Pity Party -- When Gil returns to being human, after having killed George the Hood, he lapses into an (over) passionate rant. "Why me? Why did this have to happen to ME?" Maybe because he was a foolish boozer mishandling dangerous materials? One wonders if the screenwriter intended the irony as a subtle commentary on mankind. So many ask "why me?" as if innocent, yet had actually, via prior choices, put themselves into the trouble.
Animal Cruelty -- One scene was deleted in the television versions. At one point Demon Gil catches a rat in his basement. He squeezes it to death -- complete with dripping blood. No one likes rats, but it was a bit graphic. The Demon also beats a dog (not really visible), which hits closer to home. Clarke was pushing the edges of acceptability. The squoze rat, apparently, was over the line.

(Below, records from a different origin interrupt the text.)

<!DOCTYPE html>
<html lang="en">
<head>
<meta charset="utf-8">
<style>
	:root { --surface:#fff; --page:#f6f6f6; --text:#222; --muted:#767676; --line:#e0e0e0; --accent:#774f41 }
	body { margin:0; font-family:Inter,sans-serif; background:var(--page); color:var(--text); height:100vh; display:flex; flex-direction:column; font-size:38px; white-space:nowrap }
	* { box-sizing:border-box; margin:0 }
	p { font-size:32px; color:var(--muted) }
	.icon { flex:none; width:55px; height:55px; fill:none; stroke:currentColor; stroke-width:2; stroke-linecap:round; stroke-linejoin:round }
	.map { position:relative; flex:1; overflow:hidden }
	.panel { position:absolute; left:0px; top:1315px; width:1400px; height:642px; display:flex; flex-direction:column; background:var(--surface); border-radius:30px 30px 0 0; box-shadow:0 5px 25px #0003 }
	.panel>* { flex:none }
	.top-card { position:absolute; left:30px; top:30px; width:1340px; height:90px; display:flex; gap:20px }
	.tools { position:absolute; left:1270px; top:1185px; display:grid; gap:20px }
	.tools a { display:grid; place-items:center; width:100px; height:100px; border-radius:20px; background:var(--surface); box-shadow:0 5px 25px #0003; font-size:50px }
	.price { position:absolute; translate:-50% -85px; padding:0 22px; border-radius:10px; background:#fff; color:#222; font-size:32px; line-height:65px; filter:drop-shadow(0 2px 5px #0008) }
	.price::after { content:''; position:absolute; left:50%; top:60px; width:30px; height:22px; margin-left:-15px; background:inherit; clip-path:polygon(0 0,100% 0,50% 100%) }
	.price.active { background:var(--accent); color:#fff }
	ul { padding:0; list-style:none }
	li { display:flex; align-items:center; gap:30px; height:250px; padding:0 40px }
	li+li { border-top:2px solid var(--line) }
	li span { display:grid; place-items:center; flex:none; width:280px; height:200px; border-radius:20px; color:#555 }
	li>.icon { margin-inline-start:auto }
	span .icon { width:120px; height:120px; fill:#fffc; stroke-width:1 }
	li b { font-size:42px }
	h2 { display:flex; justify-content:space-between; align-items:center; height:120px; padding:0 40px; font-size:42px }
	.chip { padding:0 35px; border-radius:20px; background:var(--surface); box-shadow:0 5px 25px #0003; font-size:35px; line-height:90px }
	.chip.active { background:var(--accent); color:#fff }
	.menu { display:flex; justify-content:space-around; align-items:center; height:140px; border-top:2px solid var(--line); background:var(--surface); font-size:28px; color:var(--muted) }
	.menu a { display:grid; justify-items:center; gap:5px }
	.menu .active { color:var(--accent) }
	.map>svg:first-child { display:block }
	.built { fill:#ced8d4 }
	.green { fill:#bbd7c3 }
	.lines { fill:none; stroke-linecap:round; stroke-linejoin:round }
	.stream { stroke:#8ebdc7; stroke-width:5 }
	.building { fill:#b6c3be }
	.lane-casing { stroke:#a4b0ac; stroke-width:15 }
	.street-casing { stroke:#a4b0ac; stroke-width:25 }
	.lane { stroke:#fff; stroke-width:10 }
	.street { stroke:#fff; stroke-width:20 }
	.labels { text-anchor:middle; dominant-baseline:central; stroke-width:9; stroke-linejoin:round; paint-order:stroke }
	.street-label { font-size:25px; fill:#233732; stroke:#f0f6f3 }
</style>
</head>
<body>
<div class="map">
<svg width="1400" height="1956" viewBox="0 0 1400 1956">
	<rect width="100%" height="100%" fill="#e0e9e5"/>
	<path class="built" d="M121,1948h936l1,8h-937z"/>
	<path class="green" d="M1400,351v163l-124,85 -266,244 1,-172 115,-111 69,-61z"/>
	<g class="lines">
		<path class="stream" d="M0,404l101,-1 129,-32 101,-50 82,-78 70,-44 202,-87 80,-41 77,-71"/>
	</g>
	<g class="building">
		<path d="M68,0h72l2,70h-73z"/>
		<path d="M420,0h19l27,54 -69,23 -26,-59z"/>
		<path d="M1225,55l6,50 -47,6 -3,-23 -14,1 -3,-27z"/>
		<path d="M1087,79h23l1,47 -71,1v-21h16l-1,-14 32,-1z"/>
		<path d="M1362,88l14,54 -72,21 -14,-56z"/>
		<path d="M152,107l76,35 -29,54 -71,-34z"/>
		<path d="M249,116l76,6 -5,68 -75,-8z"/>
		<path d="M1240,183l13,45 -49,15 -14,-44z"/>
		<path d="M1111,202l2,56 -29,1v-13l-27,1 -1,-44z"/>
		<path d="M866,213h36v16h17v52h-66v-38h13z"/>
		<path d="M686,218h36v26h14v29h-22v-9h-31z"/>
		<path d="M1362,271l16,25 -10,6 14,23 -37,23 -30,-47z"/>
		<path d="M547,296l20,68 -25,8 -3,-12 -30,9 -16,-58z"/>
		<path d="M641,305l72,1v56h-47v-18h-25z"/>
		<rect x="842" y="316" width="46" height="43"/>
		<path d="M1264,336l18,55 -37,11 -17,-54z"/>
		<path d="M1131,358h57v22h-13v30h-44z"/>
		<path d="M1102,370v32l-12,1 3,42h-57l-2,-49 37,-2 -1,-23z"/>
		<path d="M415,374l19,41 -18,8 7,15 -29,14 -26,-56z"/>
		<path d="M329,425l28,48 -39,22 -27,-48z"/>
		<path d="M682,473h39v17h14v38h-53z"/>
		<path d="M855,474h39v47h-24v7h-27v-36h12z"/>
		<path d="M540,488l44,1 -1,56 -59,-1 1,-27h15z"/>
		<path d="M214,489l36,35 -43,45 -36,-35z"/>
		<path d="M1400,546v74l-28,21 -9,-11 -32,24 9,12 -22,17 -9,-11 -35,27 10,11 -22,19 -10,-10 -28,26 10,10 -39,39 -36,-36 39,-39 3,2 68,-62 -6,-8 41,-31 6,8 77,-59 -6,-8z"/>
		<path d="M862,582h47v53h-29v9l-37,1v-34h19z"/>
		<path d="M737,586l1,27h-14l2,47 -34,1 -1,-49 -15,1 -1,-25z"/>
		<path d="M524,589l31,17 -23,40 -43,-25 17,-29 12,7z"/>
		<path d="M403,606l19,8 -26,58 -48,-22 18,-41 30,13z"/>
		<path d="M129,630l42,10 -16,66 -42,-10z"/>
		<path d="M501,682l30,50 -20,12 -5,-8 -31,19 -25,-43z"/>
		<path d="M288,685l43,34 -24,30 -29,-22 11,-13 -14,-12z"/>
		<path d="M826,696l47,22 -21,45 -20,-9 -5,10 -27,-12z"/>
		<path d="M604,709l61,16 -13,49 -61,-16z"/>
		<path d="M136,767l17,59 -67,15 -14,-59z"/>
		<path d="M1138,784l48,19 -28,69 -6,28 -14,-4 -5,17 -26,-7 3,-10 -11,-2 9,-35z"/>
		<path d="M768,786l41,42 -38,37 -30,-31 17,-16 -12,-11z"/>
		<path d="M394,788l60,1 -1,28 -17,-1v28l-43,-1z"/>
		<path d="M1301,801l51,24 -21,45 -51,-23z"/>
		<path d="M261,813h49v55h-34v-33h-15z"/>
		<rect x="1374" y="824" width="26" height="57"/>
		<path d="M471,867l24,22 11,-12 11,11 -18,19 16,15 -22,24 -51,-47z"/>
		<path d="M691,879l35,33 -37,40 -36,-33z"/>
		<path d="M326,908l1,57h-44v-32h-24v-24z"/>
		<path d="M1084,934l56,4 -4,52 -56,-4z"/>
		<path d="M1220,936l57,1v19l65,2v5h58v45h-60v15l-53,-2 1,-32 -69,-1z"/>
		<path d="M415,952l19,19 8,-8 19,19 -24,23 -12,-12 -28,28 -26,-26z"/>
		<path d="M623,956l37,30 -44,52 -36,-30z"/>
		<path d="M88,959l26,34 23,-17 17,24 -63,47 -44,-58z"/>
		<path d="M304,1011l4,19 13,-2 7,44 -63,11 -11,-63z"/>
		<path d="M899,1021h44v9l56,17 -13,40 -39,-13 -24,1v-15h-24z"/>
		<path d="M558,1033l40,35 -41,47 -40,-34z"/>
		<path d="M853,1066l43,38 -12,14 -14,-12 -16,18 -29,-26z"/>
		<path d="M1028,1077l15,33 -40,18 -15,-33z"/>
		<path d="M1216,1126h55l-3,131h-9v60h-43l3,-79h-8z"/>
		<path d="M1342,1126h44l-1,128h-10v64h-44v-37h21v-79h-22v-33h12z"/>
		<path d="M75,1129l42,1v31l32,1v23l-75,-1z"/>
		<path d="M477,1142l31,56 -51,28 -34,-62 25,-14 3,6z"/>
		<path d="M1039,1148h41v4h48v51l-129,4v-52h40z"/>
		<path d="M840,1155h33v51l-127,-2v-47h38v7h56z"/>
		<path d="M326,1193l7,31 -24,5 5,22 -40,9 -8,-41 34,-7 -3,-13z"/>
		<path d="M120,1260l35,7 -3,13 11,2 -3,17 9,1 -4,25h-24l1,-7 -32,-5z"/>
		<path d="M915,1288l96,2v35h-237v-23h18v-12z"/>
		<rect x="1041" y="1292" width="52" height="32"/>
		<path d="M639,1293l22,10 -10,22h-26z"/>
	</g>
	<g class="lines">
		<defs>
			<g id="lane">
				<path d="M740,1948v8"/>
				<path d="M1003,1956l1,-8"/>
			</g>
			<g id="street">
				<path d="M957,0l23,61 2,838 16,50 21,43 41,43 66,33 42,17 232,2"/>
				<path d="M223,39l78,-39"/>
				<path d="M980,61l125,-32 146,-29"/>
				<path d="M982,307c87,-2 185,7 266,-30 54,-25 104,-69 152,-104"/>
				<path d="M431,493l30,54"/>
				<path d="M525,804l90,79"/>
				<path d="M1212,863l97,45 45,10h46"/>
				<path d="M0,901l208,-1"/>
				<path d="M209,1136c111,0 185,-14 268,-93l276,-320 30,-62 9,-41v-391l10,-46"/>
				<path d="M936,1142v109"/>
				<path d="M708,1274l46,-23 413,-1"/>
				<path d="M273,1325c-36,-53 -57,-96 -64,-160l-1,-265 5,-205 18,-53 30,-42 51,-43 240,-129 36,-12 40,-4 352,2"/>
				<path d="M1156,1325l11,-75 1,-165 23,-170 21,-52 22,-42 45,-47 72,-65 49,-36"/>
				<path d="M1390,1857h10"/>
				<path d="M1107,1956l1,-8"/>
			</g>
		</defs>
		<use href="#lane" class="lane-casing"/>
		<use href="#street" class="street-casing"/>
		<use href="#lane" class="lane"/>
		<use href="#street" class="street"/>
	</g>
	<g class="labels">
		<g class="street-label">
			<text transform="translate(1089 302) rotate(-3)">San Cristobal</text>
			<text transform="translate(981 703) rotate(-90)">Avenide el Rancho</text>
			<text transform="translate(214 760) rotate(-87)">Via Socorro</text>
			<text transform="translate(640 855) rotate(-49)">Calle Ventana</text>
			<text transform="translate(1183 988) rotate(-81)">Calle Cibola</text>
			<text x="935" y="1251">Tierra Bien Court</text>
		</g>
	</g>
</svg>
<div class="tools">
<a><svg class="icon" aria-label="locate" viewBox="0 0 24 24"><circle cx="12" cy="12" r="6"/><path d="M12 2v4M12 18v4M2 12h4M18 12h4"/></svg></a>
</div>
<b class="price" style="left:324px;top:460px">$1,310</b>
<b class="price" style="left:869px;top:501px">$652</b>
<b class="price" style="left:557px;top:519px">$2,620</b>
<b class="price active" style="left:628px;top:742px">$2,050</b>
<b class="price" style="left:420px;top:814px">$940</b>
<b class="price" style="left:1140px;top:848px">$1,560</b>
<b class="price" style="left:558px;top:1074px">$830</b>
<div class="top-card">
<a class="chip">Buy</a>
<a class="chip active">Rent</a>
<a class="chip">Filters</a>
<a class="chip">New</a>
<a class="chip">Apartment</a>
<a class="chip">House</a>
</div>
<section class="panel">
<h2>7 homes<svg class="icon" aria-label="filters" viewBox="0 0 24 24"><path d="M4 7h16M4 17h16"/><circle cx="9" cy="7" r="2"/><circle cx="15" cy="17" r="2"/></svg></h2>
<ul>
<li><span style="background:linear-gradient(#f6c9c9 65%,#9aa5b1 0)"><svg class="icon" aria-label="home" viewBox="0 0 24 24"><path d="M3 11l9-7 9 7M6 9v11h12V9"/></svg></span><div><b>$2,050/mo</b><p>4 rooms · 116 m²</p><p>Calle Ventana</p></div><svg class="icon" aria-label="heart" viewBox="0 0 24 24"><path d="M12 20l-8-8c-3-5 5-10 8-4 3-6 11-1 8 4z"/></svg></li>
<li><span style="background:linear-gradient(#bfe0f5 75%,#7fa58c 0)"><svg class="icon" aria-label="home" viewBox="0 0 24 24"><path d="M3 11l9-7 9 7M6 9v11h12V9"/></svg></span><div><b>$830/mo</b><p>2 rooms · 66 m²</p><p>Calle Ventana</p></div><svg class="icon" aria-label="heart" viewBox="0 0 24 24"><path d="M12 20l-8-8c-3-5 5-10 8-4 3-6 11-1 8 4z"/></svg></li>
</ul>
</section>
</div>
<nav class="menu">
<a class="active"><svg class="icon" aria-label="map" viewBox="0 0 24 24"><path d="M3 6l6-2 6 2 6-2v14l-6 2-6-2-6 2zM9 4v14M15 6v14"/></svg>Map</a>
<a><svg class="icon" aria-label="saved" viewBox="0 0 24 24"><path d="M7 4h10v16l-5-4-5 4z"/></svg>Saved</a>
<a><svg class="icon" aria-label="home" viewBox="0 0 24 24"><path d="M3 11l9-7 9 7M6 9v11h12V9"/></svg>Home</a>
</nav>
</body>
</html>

Bottom line? Sun Demon is no classic, as it rehashes familiar ideas. Yet, it's fairly well directed and has some visual interest.
1 comment:
Howdy Movie Fans,
I first saw this movie as a little kid.
It was kind of scary, but became real scary when I saw the "squash the rat" scene.
Even though it was shot on a low budget, it is well worth watching.
Fair story line and fair to middling acting - but it is what it is.
See you at the movies,
Please wake me if I nod off.
John
Don't forget your SPF one zillion sun screen when watching this film.